SADECE BİR TARAFIN ÇABASI KİLİDİ AÇMIYOR: Kıbrıs meselesinin Kıbrıs Türk halkının meşru haklarını ve güvenliğini temin edecek şekilde adil, kalıcı, sürdürülebilir bir çözüme kavuşturulması önceliğimizdir. Yapıcı fikirler sunduk, iyi niyetli çaba gösterdik. Ancak sadece bir tarafın çabası, çözümün kilidini açmaya yetmiyor. Kıbrıs Türkü 2004 yılında çözüm için dünya ile bütünleşmek adına Annan Planına 'evet' dedi. Rum tarafı ise masada planı kabul eden liderlerinin bizzat yürüttüğü hayır kampanyası sonucunda, Kıbrıs Türkü ile ortak bir gelecek kurmayı reddetti. 2017'de İsviçre'de Rum tarafı Kıbrıs Türküyle bırakın siyasi gücü refahı, hastaneleri bile paylaşmam diyerek yine masadan kaçtı.
DÜNÜN GÜNEŞİ İLE BUGÜNÜN ÇAMAŞIRI KURUTULMAZ: Gerek Kofi Annan, gerekse Yunanistan hep beraber masada oturduk konuştuk. Görüşmelerin sonucunda ne yazık ki iş referanduma gelince iş değişti. Kuzey Kıbrıs evet dedi, güney ise hayır dedi. Bunlar yaşanan gerçekler. Avrupa Birliği atılan bu adımlara rağmen, verilen sözleri yerine getirmedi. İdari ve mali noktada vermeleri gereken destekleri KKTC'ye vermediler. O gün nasıl yalan söyledilerse, bugün de yalan söylüyorlar. Özellikle son 50 yılda süren görüşmelerin neticesinde, şu gerçeği çok iyi biliyoruz. Kıbrıs'ta 1963'te silah zoruyla bozulan, 1974 de ise Yunan cuntasının darbesi ile tamamen ortadan kalkan ortaklığı, Rumlarla birlikte yeniden tesis etmek mümkün değil. Eskilerin dediği gibi; dünün güneşi ile bugünün çamaşırı kurutulmaz.
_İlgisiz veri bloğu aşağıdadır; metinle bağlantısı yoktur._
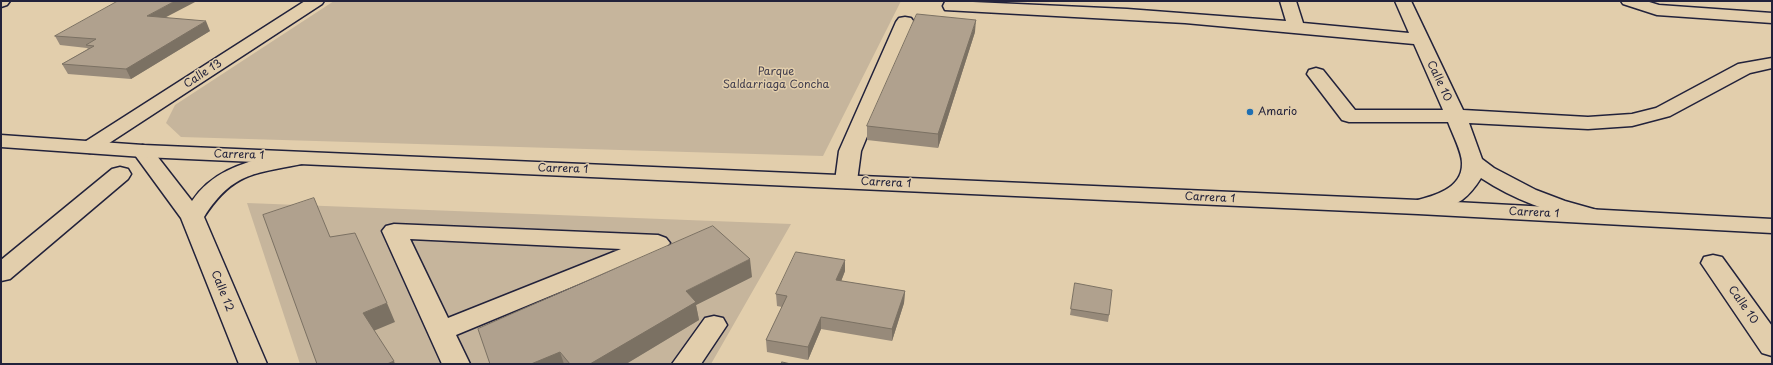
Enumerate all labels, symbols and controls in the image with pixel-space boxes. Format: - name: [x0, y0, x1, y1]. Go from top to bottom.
- street label: Calle 13: [182, 57, 224, 91]
- street label: Calle 10: [1424, 59, 1454, 103]
- park label: Parque Saldarriaga Concha: [723, 65, 829, 91]
- place label: Amario: [1258, 105, 1297, 119]
- marker: Amario: [1245, 107, 1255, 117]
- street label: Carrera 1: [213, 148, 265, 162]
- street label: Carrera 1: [537, 162, 589, 176]
- street label: Carrera 1: [860, 175, 912, 191]
- street label: Carrera 1: [1184, 190, 1236, 206]
- street label: Carrera 1: [1508, 205, 1560, 221]
- street label: Calle 12: [208, 269, 236, 313]
- street label: Calle 10: [1725, 283, 1761, 327]

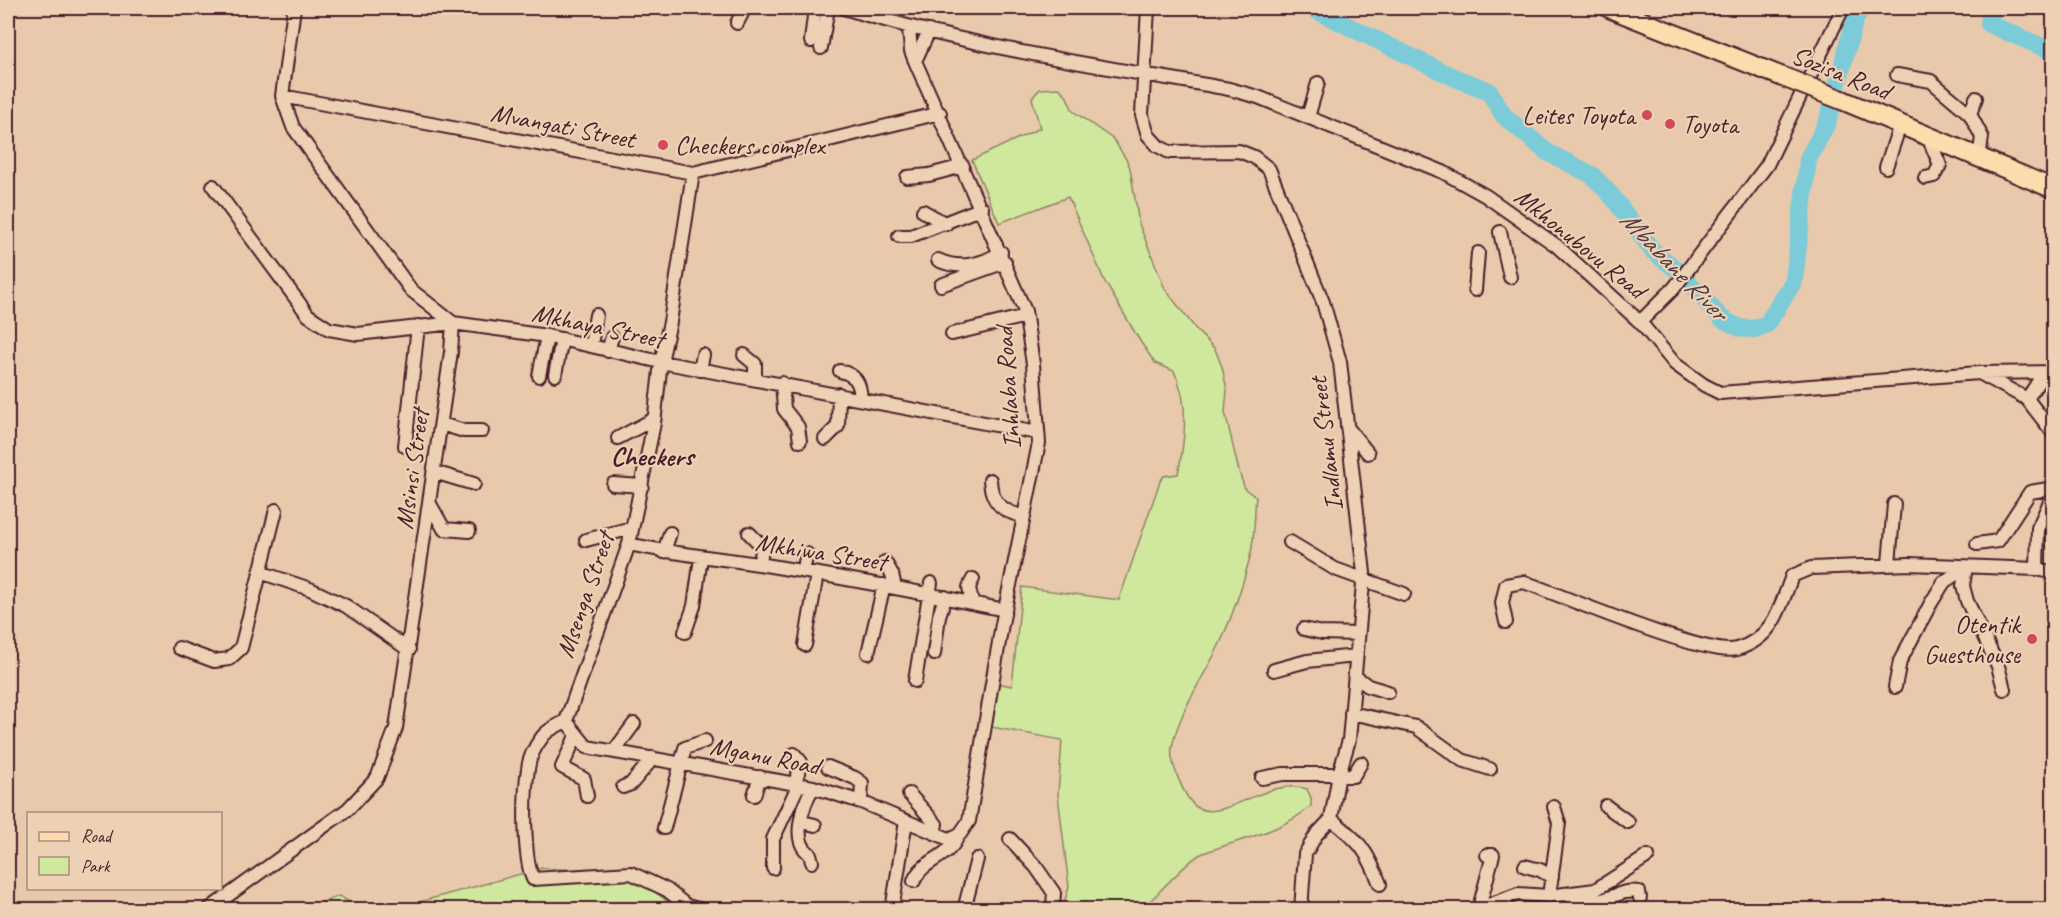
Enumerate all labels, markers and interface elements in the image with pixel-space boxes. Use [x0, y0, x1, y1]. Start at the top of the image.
street label: Sozisa Road [1787, 38, 1899, 109]
street label: Mvangati Street [488, 96, 640, 157]
place label: Leites Toyota [1522, 99, 1637, 132]
marker: Leites Toyota [1640, 108, 1654, 122]
place label: Toyota [1682, 108, 1740, 141]
marker: Toyota [1663, 117, 1677, 131]
place label: Checkers complex [675, 129, 826, 162]
marker: Checkers complex [656, 138, 670, 152]
street label: Mkhonubovu Road [1508, 180, 1655, 308]
water label: Mbabane River [1613, 203, 1738, 330]
street label: Mkhaya Street [529, 296, 670, 357]
street label: Inhlaba Road [987, 322, 1029, 450]
street label: Indlamu Street [1301, 373, 1351, 513]
street label: Msinsi Street [387, 404, 437, 531]
district label: Checkers [611, 439, 696, 473]
street label: Msenga Street [548, 525, 623, 662]
street label: Mkhiwa Street [753, 525, 892, 579]
place label: Otentik Guesthouse [1924, 608, 2022, 671]
marker: Otentik Guesthouse [2025, 632, 2039, 646]
street label: Mganu Road [708, 729, 826, 783]
legend [27, 812, 222, 890]
text: Road [81, 825, 114, 847]
text: Park [81, 855, 111, 877]

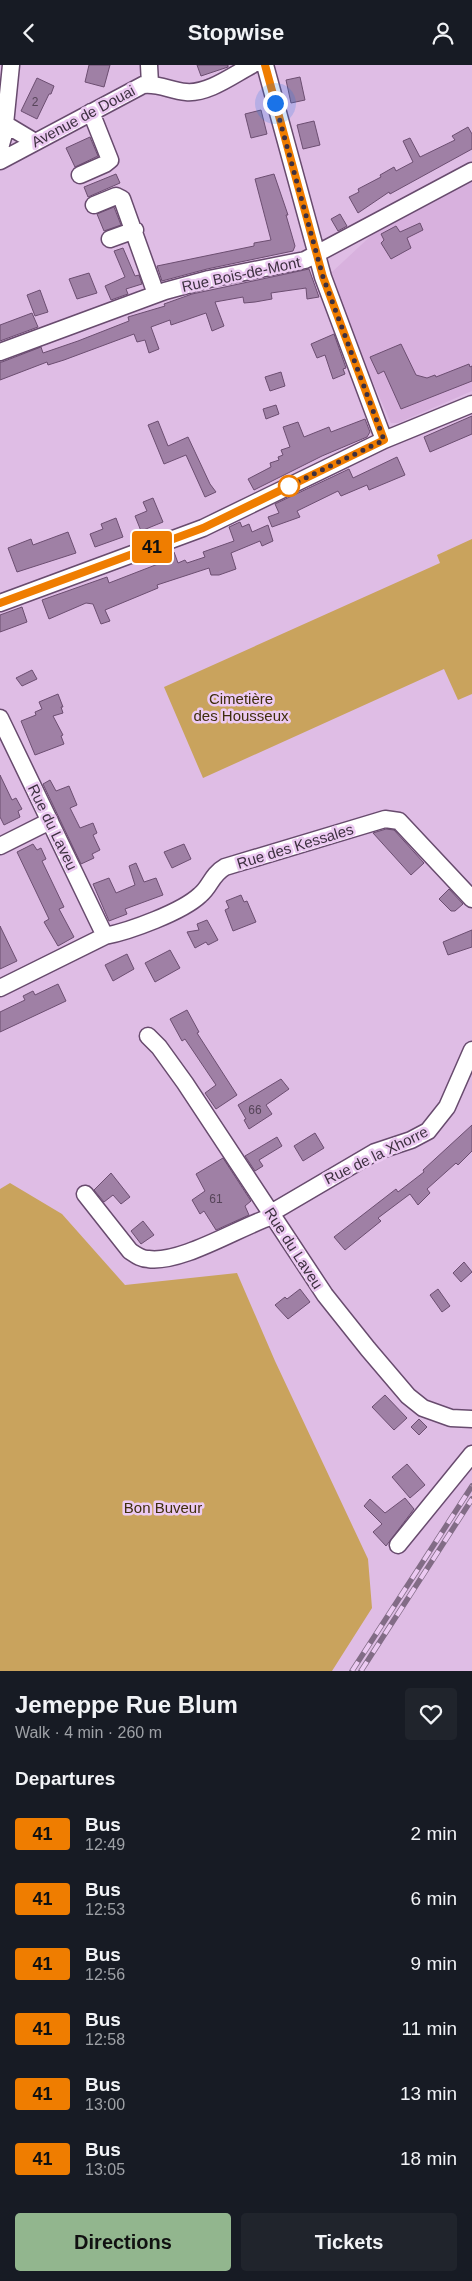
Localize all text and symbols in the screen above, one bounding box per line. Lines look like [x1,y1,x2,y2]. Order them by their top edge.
icon: back [15,19,43,47]
icon: person [429,19,457,47]
text: Stopwise [188,20,284,45]
street label: Avenue de Douai [28,82,138,150]
your location [263,91,288,116]
house number: 2 [32,95,39,109]
street label: Rue Bois-de-Mont [180,253,303,295]
unlabelled marker [278,475,300,497]
line badge: 41 [130,531,174,563]
text: 41 [142,537,162,557]
park label: Cimetière des Housseux [193,690,289,724]
street label: Rue du Laveu [25,781,81,873]
street label: Rue des Kessales [235,820,355,872]
house number: 66 [248,1103,262,1117]
street label: Rue de la Xhorre [321,1123,431,1187]
house number: 61 [209,1192,223,1206]
street label: Rue du Laveu [261,1204,327,1292]
park label: Bon Buveur [124,1499,202,1516]
button: heart [405,1688,457,1740]
text: Jemeppe Rue Blum [15,1691,238,1718]
text: Walk · 4 min · 260 m [15,1724,162,1741]
text: Departures [15,1768,115,1789]
text: Bus [85,1814,121,1835]
text: 2 min [411,1823,457,1844]
text: 41 [32,1824,53,1844]
text: 12:49 [85,1836,125,1853]
text: Bus [85,1879,121,1900]
text: 6 min [411,1888,457,1909]
text: 41 [32,1889,53,1909]
text: 12:53 [85,1901,125,1918]
text: Bus [85,1944,121,1965]
text: 9 min [411,1953,457,1974]
text: 41 [32,1954,53,1974]
text: 12:56 [85,1966,125,1983]
text: Bus [85,2009,121,2030]
text: 11 min [401,2018,457,2039]
text: 41 [32,2019,53,2039]
text: 12:58 [85,2031,125,2048]
text: Bus [85,2074,121,2095]
text: 13 min [400,2083,457,2104]
text: 41 [32,2084,53,2104]
text: 13:00 [85,2096,125,2113]
text: Bus [85,2139,121,2160]
text: 18 min [400,2148,457,2169]
text: 41 [32,2149,53,2169]
text: 13:05 [85,2161,125,2178]
button: Directions [15,2213,231,2271]
button: Tickets [241,2213,457,2271]

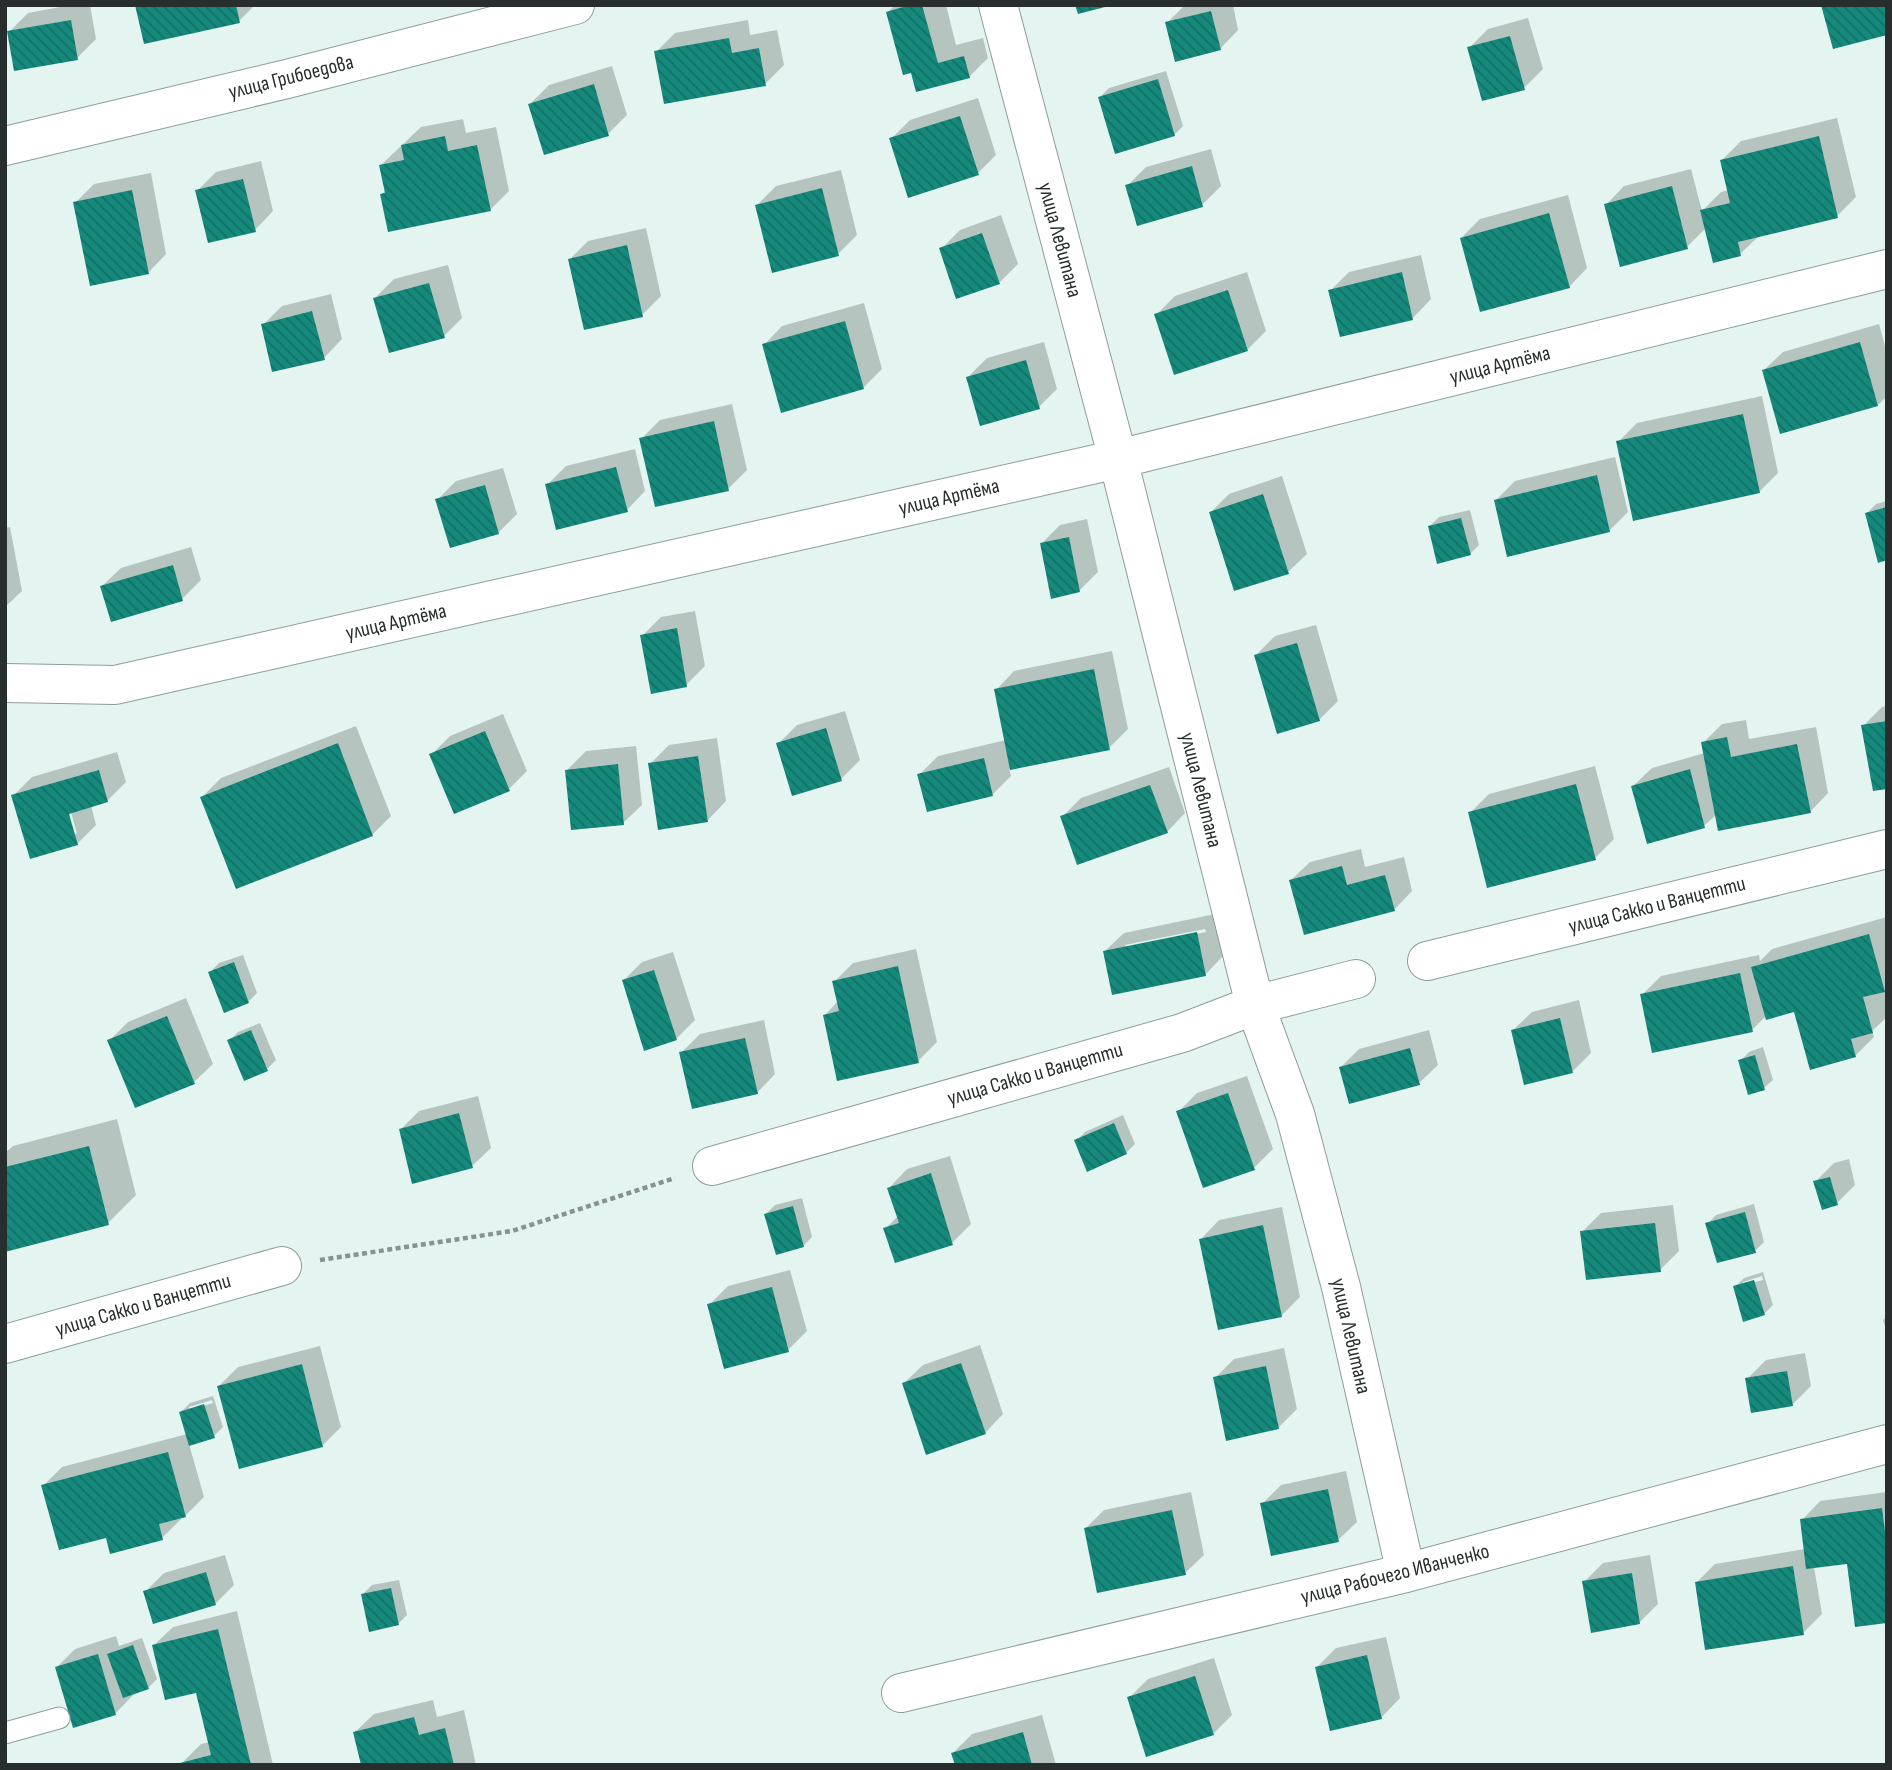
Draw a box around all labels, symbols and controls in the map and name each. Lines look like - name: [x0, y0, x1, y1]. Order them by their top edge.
- street label: улица Грибоедова: [226, 49, 356, 105]
- street label: улица Левитана: [1033, 180, 1087, 300]
- street label: улица Артёма: [1447, 340, 1553, 390]
- street label: улица Артёма: [896, 473, 1002, 521]
- street label: улица Артёма: [343, 598, 449, 646]
- street label: улица Левитана: [1175, 730, 1227, 850]
- street label: улица Сакко и Ванцетти: [1566, 871, 1748, 939]
- street label: улица Сакко и Ванцетти: [944, 1037, 1126, 1111]
- street label: улица Сакко и Ванцетти: [52, 1268, 234, 1342]
- street label: улица Левитана: [1326, 1276, 1376, 1396]
- street label: улица Рабочего Иванченко: [1298, 1538, 1492, 1610]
DİPLOMASİ OYUNLARI TAHAMMÜL KALMADI: Bugün Kıbrıs'ta iki ayrı devlet var. Egemen eşitlik temelinde iki devletli çözümün konuşulması ve müzakere edilmesi gerekiyor. KKTC halkının iradesi de son seçimlerde bu yönde tecelli etti. Rumlar iktidarı ve refahı, Ada'nın ortak sahibi Kıbrıs Türkleriyle eşit olarak paylaşmak istemiyor. Hidrokarbon kaynaklarda, Kıbrıs Türkleri ile masaya oturmaktan sürekli kaçmalarının nedeni de budur. Garantör ülke olarak bizim ve KKTC'nin de bu diplomasi oyunlarına artık tahammülümüz kalmamıştır.


KENDİ CUMHURBAŞKANINI RUM TARAFINA ŞİKAYET EDENLER: KKTC'de yaşayıp, kendi cumhurbaşkanını, Güney Kıbrıs'ın başındaki sözde yöneticilere şikayet edenlerle, Güney Kıbrıs güç devşireceğini zannediyorsa, aldandığını ve aldanacağını bilmelidir. Sözde paçavralar, maalesef kendi cumhurbaşkanını kalkıp, sözde cumhurbaşkanına şikayet ederse, bunun akıbeti nereye varır, benim sevgili kardeşlerim bunu gayet iyi biliyor.